The trend of working from home that gained momentum during the pandemic, fears of an economic slowdown and layoffs in the technology sector have been a triple blow to office space, said Michael Case, general manager of CBRE’s downtown Toronto office.
“It’s kind of a perfect storm right now.”
Vacancy in the city center rose by half a point from 15.3 percent in the first quarter, as 502,545 square meters of additional office space became available. Case expects the vacancy rate to rise to 18 percent by the end of 2023.
“This will get worse before it gets better,” Case said.
Among the reasons? Many companies are only halfway to long-term leases and still haven’t had to sign new ones since the pandemic accelerated the trend toward working from home, Case said.
As workers begin to return, the days of employees expected to work five days a week in the office are likely gone for good, Case said. That means companies need to rethink how much space they actually need.
“The hybrid work model is here to stay,” said Case.
In the past year, as the technology industry was hit by a wave of layoffs and the collapse of Silicon Valley Bank, Toronto’s office space market has also had a major impact, Case added.
“When the vacancy rate was two percent, a lot of that demand came from technology companies,” said Case.
Across Canada, total office vacancy rates in the second quarter were 18.1 percent, the highest since 1994. The worst-hit major city is Calgary, where office vacancy rates are as high as 29.2 percent.
In May, a report prepared for the Toronto chapter of the National Association for Industrial and Office Parks found that the glut of office space could persist for nearly two decades. Economist Peter Norman, who prepared the report for the NAIOP, warned that the vacancy rate in the GTA could rise to 46 percent in the coming years.

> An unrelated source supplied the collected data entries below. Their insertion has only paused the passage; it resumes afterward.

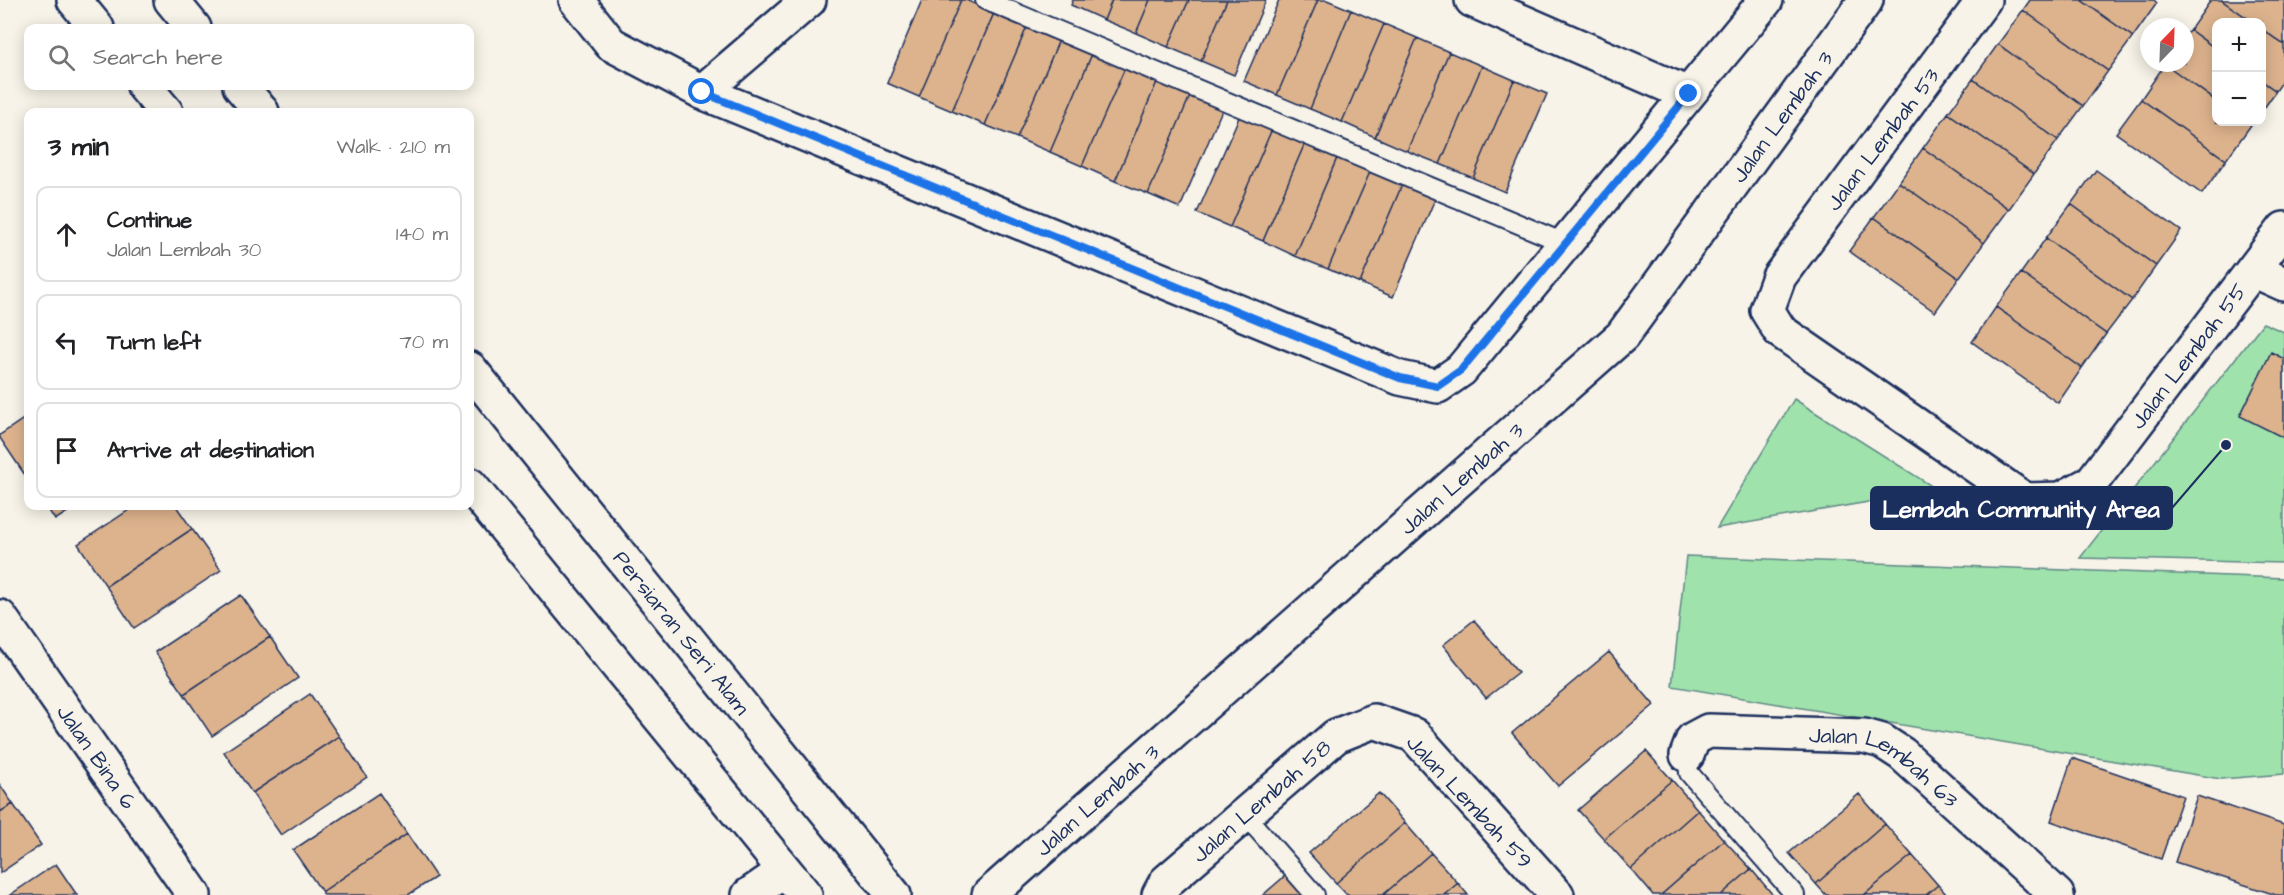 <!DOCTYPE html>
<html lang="en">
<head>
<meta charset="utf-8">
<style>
	:root { --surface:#fff; --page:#f2f2f2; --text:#202124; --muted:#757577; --line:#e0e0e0 }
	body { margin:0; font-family:"Architects Daughter",sans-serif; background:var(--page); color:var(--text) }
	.controls { position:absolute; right:18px; top:18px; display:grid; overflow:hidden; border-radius:12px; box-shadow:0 3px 15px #0003 }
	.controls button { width:54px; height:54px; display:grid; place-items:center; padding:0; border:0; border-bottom:2px solid var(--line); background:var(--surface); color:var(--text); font:30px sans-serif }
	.compass { position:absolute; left:2140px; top:18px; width:54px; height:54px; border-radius:50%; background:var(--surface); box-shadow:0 3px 15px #0003; rotate:23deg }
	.stop { position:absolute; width:18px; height:18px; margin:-14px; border:4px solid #1a73e8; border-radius:50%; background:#fff }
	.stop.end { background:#1a73e8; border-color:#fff; box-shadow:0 2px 6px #0008 }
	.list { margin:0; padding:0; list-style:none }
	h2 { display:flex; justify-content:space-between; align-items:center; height:78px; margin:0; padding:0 24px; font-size:26px }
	h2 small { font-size:20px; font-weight:400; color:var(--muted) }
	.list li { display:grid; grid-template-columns:39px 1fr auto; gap:18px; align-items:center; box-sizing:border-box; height:96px; margin:0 12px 12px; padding:0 12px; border:2px solid var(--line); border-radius:12px }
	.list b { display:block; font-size:22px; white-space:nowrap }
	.list p { margin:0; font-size:20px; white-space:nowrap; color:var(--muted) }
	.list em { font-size:20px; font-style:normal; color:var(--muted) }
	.icon { flex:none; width:33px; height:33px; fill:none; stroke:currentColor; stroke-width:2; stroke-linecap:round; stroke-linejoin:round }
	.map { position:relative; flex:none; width:2284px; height:895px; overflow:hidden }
	.search { position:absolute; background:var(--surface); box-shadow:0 3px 15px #0003; left:24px; top:24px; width:450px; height:66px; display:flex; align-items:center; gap:15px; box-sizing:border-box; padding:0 21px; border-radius:12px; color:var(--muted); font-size:22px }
	.panel { position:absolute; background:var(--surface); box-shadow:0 3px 15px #0003; left:24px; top:108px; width:450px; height:402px; border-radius:12px }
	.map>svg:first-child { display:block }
	.green { fill:#a0e2ac; stroke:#5e8885; stroke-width:1.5 }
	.building { fill:#ddb38d; stroke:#1b2f5e; stroke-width:1.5 }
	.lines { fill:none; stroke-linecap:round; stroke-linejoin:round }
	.service-casing { stroke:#1b2f5e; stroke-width:22 }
	.minor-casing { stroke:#1b2f5e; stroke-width:38 }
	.secondary-casing { stroke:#1b2f5e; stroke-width:38 }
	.service { stroke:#f7f3e8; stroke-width:18 }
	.minor { stroke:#f7f3e8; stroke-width:33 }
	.secondary { stroke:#f7f3e8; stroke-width:33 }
	.route { stroke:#1a73e8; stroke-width:8 }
	.labels { text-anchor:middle; stroke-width:4.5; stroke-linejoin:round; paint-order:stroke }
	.street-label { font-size:22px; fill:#1b2f5e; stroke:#f7f3e8 }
	.leader { fill:none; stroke:#1b2f5e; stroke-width:2 }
	.callout-dot { fill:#1b2f5e; stroke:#f7f3e8; stroke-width:2 }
	.callout { fill:#1b2f5e; stroke:#1b2f5e; stroke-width:2 }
	.callout-label { font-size:24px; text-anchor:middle; font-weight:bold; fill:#fff }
</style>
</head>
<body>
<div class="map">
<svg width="2284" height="895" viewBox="0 0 2284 895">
	<rect width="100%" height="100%" fill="#f7f3e8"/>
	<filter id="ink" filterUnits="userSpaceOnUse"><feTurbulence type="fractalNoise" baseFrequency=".0167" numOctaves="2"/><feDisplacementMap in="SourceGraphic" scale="12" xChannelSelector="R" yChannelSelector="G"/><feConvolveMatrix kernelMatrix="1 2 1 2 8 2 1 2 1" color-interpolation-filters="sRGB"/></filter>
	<g filter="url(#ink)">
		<path class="green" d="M2263 323 2284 332V563L2080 558Z
			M1794 399 1938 490 1717 528Z
			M1686 556 2284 578V774L2221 779 1672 686Z"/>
		<path class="building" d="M922 0H961L919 97 887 83Z
			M961 0H966L994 13 952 111 919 97Z
			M1073 0H1112L1104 20 1071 5Z
			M1112 0H1150L1136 33 1104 20Z
			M1150 0H1189L1168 47 1136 33Z
			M1189 0H1227L1201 61 1168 47Z
			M1227 0H1266L1234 75 1201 61Z
			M1279 0H1318L1277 95 1244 81Z
			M1318 0H1327L1351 10 1310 109 1277 95Z
			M2030 0H2081L2133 37 2108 71 2023 10Z
			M2081 0H2154L2157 3 2133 37Z
			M2211 0H2221L2253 22H2216V49L2190 30Z
			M2221 0H2284V45L2262 29V22H2253Z
			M1351 10 1384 24 1342 122 1310 109Z
			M2023 10 2108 71 2083 106 1998 44Z
			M994 13 1027 27 985 125 952 111Z
			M1384 24 1417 38 1375 137 1342 122Z
			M1027 27 1059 40 1017 138 985 125Z
			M2262 29 2284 45V79L2276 91 2262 81Z
			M2190 30 2216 49V101L2165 64 2185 63V36Z
			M1417 38 1449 52 1407 151 1375 137Z
			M1059 40 1092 54 1050 152 1017 138Z
			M1998 44 2083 106 2058 140 1973 79Z
			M1449 52 1482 66 1440 164 1407 151Z
			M1092 54 1125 68 1082 166 1050 152Z
			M2165 64 2216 101V122H2246L2251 125 2226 160 2141 99Z
			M1482 66 1514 80 1473 178 1440 164Z
			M1125 68 1157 82 1115 181 1082 166Z
			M1973 79 2058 140 2034 174 1948 113Z
			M1514 80 1547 94 1505 192 1473 178Z
			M2262 81 2276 91 2262 111Z
			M1157 82 1190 96 1148 194 1115 181Z
			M1190 96 1222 110 1180 208 1148 194Z
			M2141 99 2226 160 2202 194 2116 133Z
			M1948 113 2034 174 2009 209 1923 148Z
			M1240 115 1272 129 1230 227 1197 213Z
			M1272 129 1305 143 1263 241 1230 227Z
			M1305 143 1337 158 1295 256 1263 241Z
			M1923 148 2009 209 1984 243 1899 182Z
			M1337 158 1370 172 1328 269 1295 256Z
			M2096 170 2181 231 2156 266 2071 204Z
			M1370 172 1402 185 1360 283 1328 269Z
			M1899 182 1984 243 1959 278 1874 217Z
			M1402 185 1435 199 1393 297 1360 283Z
			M2071 204 2156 266 2132 300 2046 238Z
			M1874 217 1959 278 1935 312 1849 251Z
			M2046 238 2132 300 2106 334 2021 273Z
			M2021 273 2106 334 2082 368 1996 307Z
			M1996 307 2082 368 2058 403 1972 342Z
			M2271 352 2284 359V438L2240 416Z
			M28 416V477L27 478 0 438V435Z
			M46 506H77L55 520Z
			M135 506H176L192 529 106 586 78 544Z
			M192 529 221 570 134 628 106 586Z
			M241 595 270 637 184 694 155 652Z
			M1474 620 1518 673 1486 698 1443 645Z
			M270 637 298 678 212 736 184 694Z
			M1609 652 1654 705 1558 786 1512 733Z
			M310 694 339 736 252 793 224 752Z
			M339 736 367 777 281 835 252 793Z
			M1646 751 1672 780 1604 839 1578 810Z
			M2072 758 2183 796 2161 859 2051 821Z
			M1672 780 1698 810 1631 869 1604 839Z
			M0 785 13 804 0 812Z
			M379 793 407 834 322 892 293 850Z
			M1379 793 1405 823 1336 883 1309 853Z
			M1859 794 1885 824 1816 884 1789 853Z
			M2197 796 2284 825V895H2276L2175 862Z
			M13 804 41 845 0 873V812Z
			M1698 810 1724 840 1661 895H1653L1631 869Z
			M1405 823 1431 853 1383 895H1347L1336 883Z
			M1885 824 1912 855 1864 895H1826L1816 884Z
			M407 834 436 877 408 895H324L322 892Z
			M1724 840 1751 869 1721 895H1661Z
			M1431 853 1458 883 1444 895H1383Z
			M1912 855 1938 885 1926 895H1864Z
			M56 864 77 895H10Z
			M1751 869 1773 895H1721Z
			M1286 875 1303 895H1263Z
			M1458 883 1468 895H1444Z
			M1938 885 1947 895H1926Z"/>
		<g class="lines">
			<defs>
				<path id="service" d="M985 0 1564 243
					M1687 755 1689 773 1795 895
					M1245 815 1315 895"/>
				<g id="minor">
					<path d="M576 0 611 44 702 92 1400 378 1438 386 1461 370 1766 0"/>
					<path d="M1472 0 1688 94"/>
					<path id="s1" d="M1984 0 1779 277 1767 310 1780 331 2025 500 2061 499 2091 483 2284 229"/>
					<path d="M702 92 809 0"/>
					<path d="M2253 270 2284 284"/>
					<path id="s2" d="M0 617 194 895"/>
					<path id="s3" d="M1687 755 1693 739 1708 731 1864 736 1882 741 1902 754 2057 895"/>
					<path d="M749 895 784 871"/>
					<path id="s4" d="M989 895 1622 336 1866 0"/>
					<path id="s5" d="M1159 895 1166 882 1336 736 1374 721 1414 735 1557 895"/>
				</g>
				<g id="secondary">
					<path d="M74 0 97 28"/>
					<path d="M171 0 194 28"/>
					<path d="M144 86 166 112"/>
					<path d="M240 86 262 112"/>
					<path id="s6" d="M470 369 894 895"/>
					<path d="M470 485 805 895"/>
				</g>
			</defs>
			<use href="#service" class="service-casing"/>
			<use href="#minor" class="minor-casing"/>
			<use href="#secondary" class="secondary-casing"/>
			<use href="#service" class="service"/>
			<use href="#minor" class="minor"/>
			<use href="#secondary" class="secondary"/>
		</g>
	</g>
	<g class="lines" filter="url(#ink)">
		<path class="route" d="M702 92 1400 378 1438 386 1461 370 1689 94"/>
	</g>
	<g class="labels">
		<g class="street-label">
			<text dy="8" stroke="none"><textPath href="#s4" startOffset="1116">Jalan Lembah 3</textPath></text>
			<text transform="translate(1882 139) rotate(-53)" y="8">Jalan Lembah 53</text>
			<text dy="8" stroke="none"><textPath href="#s1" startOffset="932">Jalan Lembah 55</textPath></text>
			<text dy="8" stroke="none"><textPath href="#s4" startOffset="630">Jalan Lembah 3</textPath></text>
			<text dy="8" stroke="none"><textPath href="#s6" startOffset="338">Persiaran Seri Alam</textPath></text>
			<text dy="8" stroke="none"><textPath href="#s2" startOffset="170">Jalan Bina 6</textPath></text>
			<text dy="8" stroke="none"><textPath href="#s3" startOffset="220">Jalan Lembah 63</textPath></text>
			<text dy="8" stroke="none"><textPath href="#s4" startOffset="144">Jalan Lembah 3</textPath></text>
			<text dy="8" stroke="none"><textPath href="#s5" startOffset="140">Jalan Lembah 58</textPath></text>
			<text transform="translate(1470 801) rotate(47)" y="8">Jalan Lembah 59</text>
		</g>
	</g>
	<path class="leader" d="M2226 445L2172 508"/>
	<circle class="callout-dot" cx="2226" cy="445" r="6"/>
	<rect class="callout" x="1871" y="487" width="301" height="42" rx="6"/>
	<g class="callout-label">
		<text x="2021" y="517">Lembah Community Area</text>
	</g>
</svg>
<div class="controls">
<button>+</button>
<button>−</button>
</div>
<svg class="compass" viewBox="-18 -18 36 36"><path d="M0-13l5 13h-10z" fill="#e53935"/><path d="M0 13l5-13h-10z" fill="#757577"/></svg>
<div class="stop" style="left:702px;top:92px"></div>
<div class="stop end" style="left:1689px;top:94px"></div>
<div class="search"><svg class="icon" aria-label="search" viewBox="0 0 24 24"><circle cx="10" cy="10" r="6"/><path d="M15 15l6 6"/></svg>Search here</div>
<section class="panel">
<h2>3 min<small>Walk · 210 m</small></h2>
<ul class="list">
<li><svg class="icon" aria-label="ahead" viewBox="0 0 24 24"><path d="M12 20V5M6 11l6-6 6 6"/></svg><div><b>Continue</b><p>Jalan Lembah 30</p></div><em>140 m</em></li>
<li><svg class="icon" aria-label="left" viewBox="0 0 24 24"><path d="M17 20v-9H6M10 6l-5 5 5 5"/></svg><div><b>Turn left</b></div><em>70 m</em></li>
<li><svg class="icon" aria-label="arrive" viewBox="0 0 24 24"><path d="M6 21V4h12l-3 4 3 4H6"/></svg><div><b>Arrive at destination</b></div></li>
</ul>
</section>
</div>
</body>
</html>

CBRE’s Case acknowledged that things will get worse before they get better, but said some types of office space are better positioned to survive the recession. Top-quality buildings — especially newer ones — in high-profile, desirable locations are in better shape than older buildings on the outskirts, Case said. Now that companies decide they need less space, they are opting for better locations, in offices that are ‘expanded’ or ready to move into.
“There has been a real flight to quality. They want to house their employees in the best buildings, with the best facilities in the best locations,” says Case. “Many of our customers are looking for space close to Union Station so that everyone can get there easily.”
“Suburban” office space in Toronto, which includes some parts of the city of Toronto that are not downtown, has a vacancy rate of 20.5 percent.
Older buildings in less desirable locations, which need some remodeling or finishing before tenants move in, are struggling more, he added.
“If you’re in a B-grade building, and it hasn’t been built out, it’s going to sit empty for quite some time,” Case said.